@rkruppe I had to think about this some more, and came up with this litmus test: https://godbolt.org/g/AkZYVy.
We have a function that compares an integer against all possible integers using comparison at pointer-type:
static void compare_to_all(uintptr_t i) {
uintptr_t cur = 0;
while(true) {
if ((int*)i == (int*)cur) return;
if (cur == UINTPTR_MAX) break;
++cur;
};
unreachable();
}
and then we call that on the address of a local:
void test() {
int i = 1;
compare_to_all((uintptr_t)&i);
}
This optimizes to
test(): # @test()
jmp unreachable() # TAILCALL
Even I can read this piece of assembly.
(gcc, btw, produces the same final assembly.)
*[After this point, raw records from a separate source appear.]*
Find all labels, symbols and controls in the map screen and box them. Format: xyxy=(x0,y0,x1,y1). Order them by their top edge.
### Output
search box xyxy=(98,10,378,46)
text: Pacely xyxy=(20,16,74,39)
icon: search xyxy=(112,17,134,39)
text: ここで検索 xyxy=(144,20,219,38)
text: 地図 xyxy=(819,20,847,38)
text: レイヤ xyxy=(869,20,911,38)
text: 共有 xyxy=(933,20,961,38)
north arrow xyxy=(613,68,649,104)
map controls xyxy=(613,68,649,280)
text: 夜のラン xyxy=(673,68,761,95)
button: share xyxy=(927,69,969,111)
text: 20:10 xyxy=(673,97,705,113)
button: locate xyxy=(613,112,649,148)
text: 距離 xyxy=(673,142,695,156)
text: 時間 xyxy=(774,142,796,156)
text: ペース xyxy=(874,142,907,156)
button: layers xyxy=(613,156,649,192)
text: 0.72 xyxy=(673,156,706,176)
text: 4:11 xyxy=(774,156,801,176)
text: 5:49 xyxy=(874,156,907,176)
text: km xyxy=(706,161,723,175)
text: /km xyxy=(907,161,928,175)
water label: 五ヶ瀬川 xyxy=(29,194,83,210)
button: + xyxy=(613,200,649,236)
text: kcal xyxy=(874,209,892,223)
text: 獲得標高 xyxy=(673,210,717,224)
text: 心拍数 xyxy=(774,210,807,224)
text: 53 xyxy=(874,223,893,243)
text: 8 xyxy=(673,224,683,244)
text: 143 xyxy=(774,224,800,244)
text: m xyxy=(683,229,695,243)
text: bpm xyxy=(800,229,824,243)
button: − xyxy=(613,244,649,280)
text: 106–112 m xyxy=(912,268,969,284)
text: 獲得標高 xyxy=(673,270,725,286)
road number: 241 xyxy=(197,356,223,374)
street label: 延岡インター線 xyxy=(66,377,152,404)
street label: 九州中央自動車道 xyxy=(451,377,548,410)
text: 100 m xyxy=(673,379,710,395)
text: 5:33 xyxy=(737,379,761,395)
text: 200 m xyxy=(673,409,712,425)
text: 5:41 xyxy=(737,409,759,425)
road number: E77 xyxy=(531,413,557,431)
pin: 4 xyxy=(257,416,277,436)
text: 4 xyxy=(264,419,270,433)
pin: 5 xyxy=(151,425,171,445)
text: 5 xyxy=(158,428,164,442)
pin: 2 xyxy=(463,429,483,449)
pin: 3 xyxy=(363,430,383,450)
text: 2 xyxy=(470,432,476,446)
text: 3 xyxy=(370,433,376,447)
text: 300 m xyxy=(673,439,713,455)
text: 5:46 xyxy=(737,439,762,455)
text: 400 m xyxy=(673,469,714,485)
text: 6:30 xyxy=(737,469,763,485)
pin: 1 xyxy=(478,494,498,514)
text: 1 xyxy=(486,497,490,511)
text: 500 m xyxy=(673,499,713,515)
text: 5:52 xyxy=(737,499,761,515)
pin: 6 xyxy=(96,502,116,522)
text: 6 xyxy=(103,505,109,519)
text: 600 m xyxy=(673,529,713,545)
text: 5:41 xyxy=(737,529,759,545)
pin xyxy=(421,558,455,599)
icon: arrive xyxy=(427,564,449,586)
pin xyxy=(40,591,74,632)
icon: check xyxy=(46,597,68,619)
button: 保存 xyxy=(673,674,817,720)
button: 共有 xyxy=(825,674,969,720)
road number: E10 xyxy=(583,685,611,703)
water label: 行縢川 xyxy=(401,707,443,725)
First I thought this is definitely a miscompilation. However, then I was reminded that casting out-of-range pointers to integers is UB in C. So gcc is actually perfectly in its right to do whatever; for LLVM, we have to look at the IR of the comparison:
%5 = load i64, i64* %2, align 8, !dbg !29
%6 = inttoptr i64 %5 to i32*, !dbg !32
%7 = load i64, i64* %3, align 8, !dbg !33
%8 = inttoptr i64 %7 to i32*, !dbg !34
%9 = icmp eq i32* %6, %8, !dbg !35
From what I can tell, inttoptr is never UB. However, all of this made me realize something I had missed before: This alloca-optimization we talked about only kicks in when icmp works at pointer type! That’s great, we can have a rule saying something like comparisons at pointer type require both pointers to be allocated or 0; otherwise the result is non-deterministic.
Does this make sense?
There are other troublesome examples that do not involve comparisons at pointer type, but instead involve noalias. I am not surprised by noalias making trouble.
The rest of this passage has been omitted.